» ABOUT THIS EXERCISE:
I would like each line of the data that holds the word "screen" copied out.

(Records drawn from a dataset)
==================================================

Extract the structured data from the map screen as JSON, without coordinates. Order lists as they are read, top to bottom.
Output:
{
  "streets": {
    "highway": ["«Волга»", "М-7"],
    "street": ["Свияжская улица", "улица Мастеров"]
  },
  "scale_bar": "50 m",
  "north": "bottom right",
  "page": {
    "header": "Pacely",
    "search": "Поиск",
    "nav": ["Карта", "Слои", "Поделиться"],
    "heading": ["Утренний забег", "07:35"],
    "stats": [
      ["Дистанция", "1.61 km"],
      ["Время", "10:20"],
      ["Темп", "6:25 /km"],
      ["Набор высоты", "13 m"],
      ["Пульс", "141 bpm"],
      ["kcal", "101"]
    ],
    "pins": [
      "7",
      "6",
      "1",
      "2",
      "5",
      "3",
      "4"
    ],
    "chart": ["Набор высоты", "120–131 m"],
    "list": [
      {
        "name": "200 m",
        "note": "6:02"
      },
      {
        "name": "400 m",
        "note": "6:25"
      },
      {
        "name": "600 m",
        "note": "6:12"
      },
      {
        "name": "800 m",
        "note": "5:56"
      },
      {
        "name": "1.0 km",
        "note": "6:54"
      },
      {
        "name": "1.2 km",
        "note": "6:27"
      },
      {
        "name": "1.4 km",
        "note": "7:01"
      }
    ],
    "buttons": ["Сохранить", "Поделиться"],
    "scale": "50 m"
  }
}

==================================================

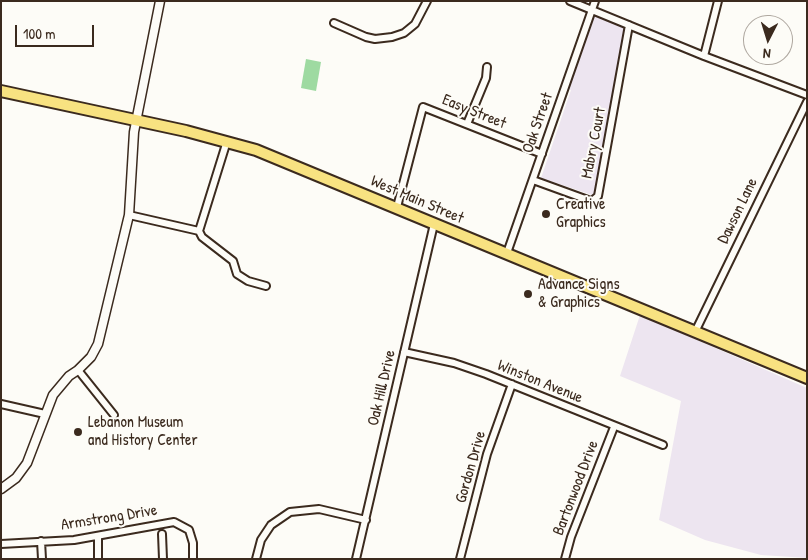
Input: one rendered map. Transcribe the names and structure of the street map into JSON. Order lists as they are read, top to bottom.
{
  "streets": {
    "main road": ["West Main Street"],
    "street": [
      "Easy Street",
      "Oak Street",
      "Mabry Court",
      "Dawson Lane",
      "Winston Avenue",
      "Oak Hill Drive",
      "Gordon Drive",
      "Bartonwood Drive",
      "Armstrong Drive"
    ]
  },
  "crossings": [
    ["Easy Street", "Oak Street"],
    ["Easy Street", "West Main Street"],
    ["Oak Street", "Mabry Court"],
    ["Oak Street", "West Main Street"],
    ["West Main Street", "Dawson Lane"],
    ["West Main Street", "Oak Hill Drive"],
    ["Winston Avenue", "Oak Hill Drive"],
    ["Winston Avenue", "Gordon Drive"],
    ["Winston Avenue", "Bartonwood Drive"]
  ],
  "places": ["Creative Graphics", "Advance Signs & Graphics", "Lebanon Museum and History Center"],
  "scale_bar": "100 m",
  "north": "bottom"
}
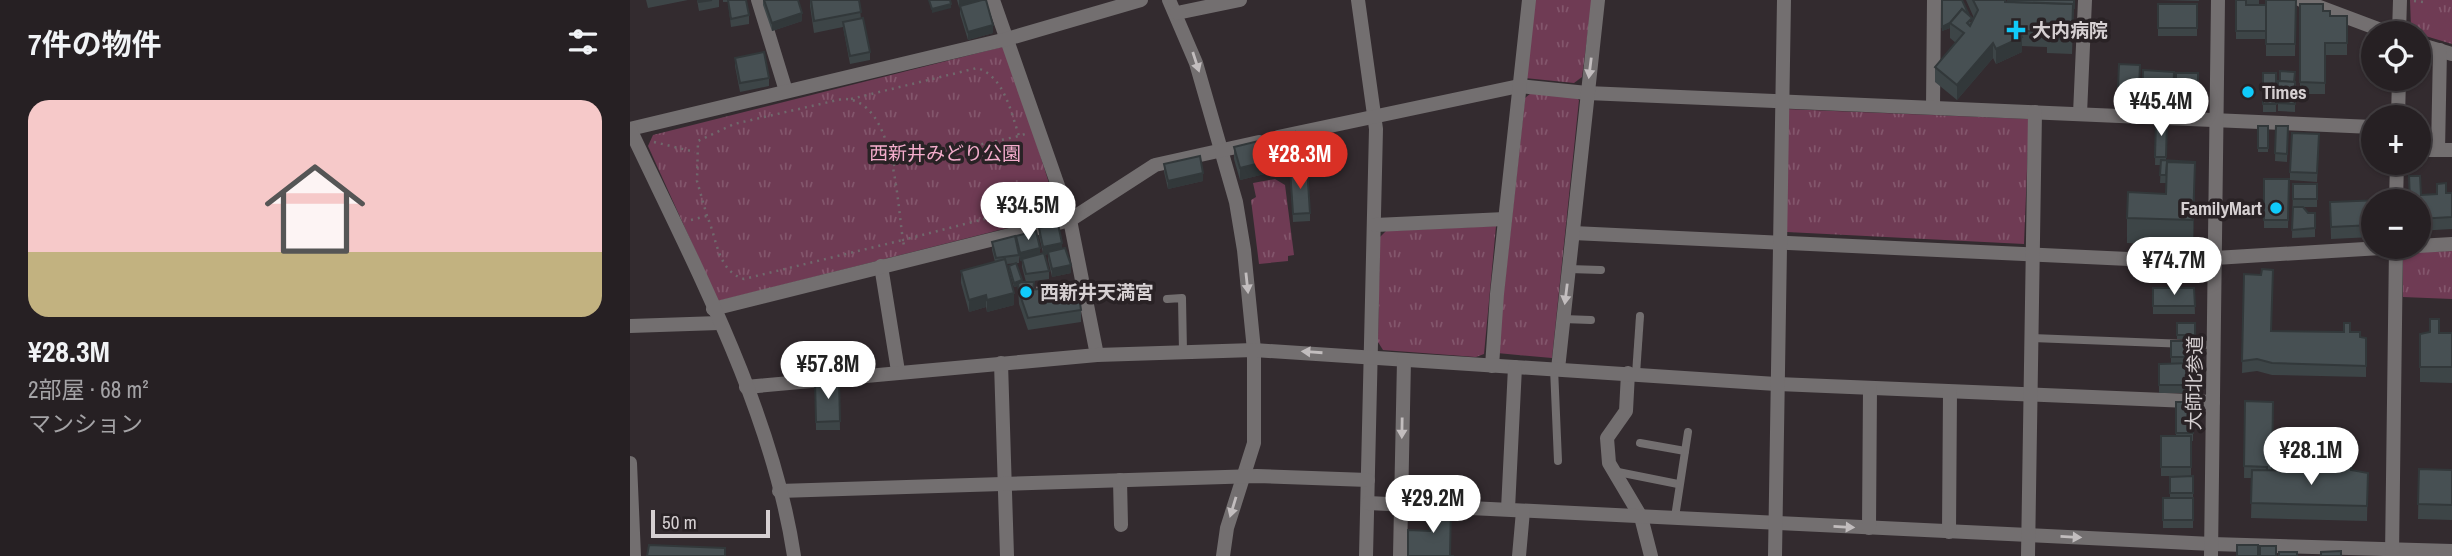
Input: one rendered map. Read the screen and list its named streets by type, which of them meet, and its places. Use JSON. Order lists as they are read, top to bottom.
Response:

==================================================

» THE ANSWER:
Extract the structured data from the map screen as JSON, without coordinates. Order lists as they are read, top to bottom.
Input: one rendered map. Read the screen and list its named streets by type, which of them meet, and its places. Use JSON. Order lists as they are read, top to bottom.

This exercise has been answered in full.